#### Data extract
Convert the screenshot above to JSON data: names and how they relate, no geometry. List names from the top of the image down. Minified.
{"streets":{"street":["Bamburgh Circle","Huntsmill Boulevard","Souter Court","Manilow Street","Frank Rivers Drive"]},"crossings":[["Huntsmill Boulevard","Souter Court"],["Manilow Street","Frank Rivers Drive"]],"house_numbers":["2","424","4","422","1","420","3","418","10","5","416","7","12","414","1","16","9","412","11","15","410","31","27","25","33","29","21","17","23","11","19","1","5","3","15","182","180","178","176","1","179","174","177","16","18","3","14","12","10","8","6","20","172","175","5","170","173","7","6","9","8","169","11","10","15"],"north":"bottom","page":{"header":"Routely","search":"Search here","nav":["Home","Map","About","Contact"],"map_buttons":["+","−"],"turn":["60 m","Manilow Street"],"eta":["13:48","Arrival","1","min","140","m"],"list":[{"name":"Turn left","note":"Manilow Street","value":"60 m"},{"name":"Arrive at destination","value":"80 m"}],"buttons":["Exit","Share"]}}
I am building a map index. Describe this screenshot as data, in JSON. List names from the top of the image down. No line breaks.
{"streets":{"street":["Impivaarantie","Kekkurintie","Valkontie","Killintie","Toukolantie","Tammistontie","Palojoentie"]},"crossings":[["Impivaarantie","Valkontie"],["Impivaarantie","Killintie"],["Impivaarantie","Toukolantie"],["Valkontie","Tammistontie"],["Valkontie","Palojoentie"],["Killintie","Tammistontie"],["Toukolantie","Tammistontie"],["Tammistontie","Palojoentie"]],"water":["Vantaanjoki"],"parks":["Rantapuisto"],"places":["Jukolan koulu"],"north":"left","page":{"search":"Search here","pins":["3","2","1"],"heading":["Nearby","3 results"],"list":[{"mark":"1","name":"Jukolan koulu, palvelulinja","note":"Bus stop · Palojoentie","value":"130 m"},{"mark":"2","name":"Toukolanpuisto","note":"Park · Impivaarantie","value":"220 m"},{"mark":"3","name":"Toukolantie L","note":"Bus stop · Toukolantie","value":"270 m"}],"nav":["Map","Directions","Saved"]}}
########
### Instructions for the task
Count the lines of the listing that contain the word "down", and give only the number.

### Written answer
2